Si può credere che, per conferire maggiore vivacità alla forma epistolare, Ovidio abbia modificato il corso dell’opera introducendo le epistole doppie. Queste, infatti, consentono al poeta di recuperare la possibilità di visualizzare la vicenda mitica da una prospettiva alternativa a quella della sola protagonista e, al tempo stesso, grazie alle risposte, di fornire una giustificazione per la scelta della forma epistolare. Non è casuale, dunque, il fatto che Ovidio inverta, nelle tre coppie conclusive di epistole, la successione ideale: non sarà più la donna a scrivere e a restare in attesa di un’improbabile risposta, ma l’uomo a esigere per la sua epistola una risposta che, in questo caso, giungerà.

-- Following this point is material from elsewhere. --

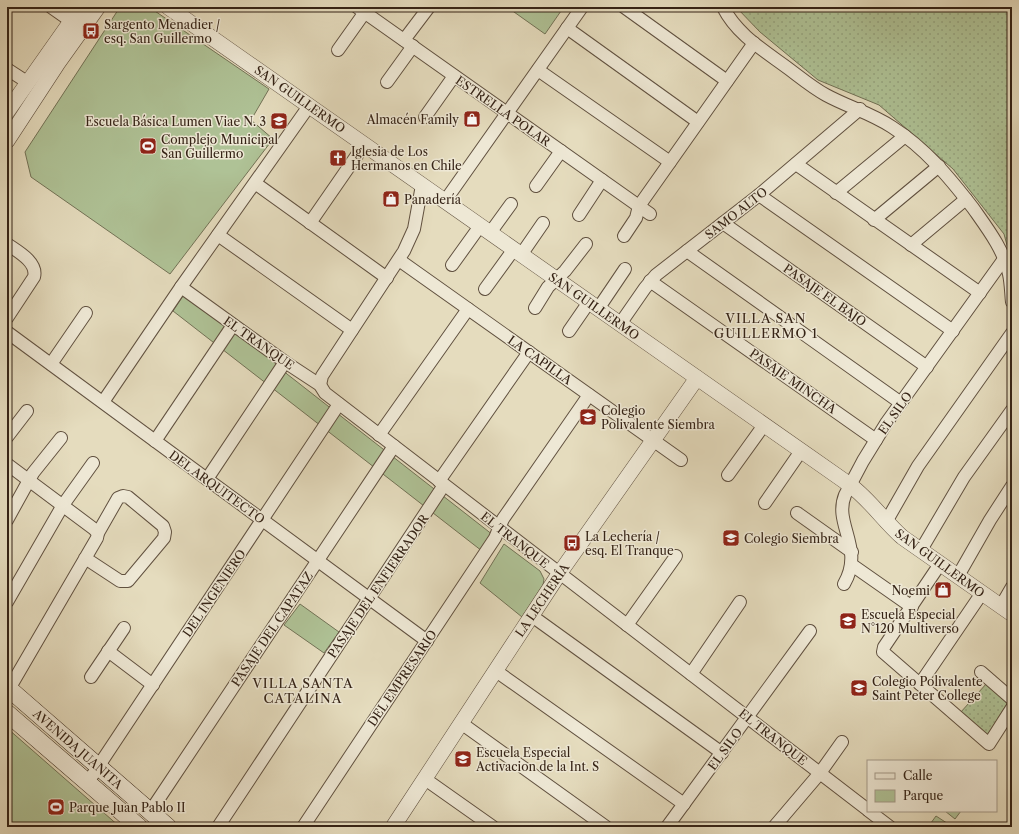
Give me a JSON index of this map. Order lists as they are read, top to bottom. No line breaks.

Deianira scrive a Eracle, ibidem.

Le Heroides costituiscono, a ben vedere, un testo unitario, dotato di una sua intima coerenza di struttura, di forma, di ideologia. È possibile, infatti, rintracciare la ricorrenza degli stessi schemi, temi, motivi sulla bocca di tante eroine diverse. All’impressione di uniformità contribuisce la tendenza del testo ovidiano a suggerire, talora a segnalare apertamente, le analogie tra la condizione di un’eroina e un’altra, a cerare una rete di richiami interni fra miti diversi.
Sembra che una certa uniformità colleghi in particolare le lettere scritte dalle mogli e indirizzate ai rispettivi mariti: her. 1 (Penelope a Ulisse) , her. 6 (Ipsipile a Giasone), her. 8 (Ermione ad Oreste), her. 9 (Deianira a Eracle), her. 12 (Medea a Giasone), her. 13 (Laodamia a Protesilao), her. 14 (Ipermestra a Linceo).
Nelle prossime pubblicazioni, sottoporrò all’attenzione dei Lettori alcuni motivi che accomunano le lettere delle coniuges. In secondo luogo, mi preoccuperò di mettere in luce, rispetto ai motivi individuati, le affinità e gli scarti tra le soluzioni espressive adoperate dalle sette mogli. L’obiettivo è quello di dedurre e delineare, sulla base dell’analisi linguistica della scrittura della coniunx, il profilo psicologico della protagonista, il suo carattere e, soprattutto, il modo in cui vive la relazione con il marito, nonché la distanza quasi sempre incolmabile da lui.

Che il viaggio alla scoperta delle eroine del mito, dunque, cominci!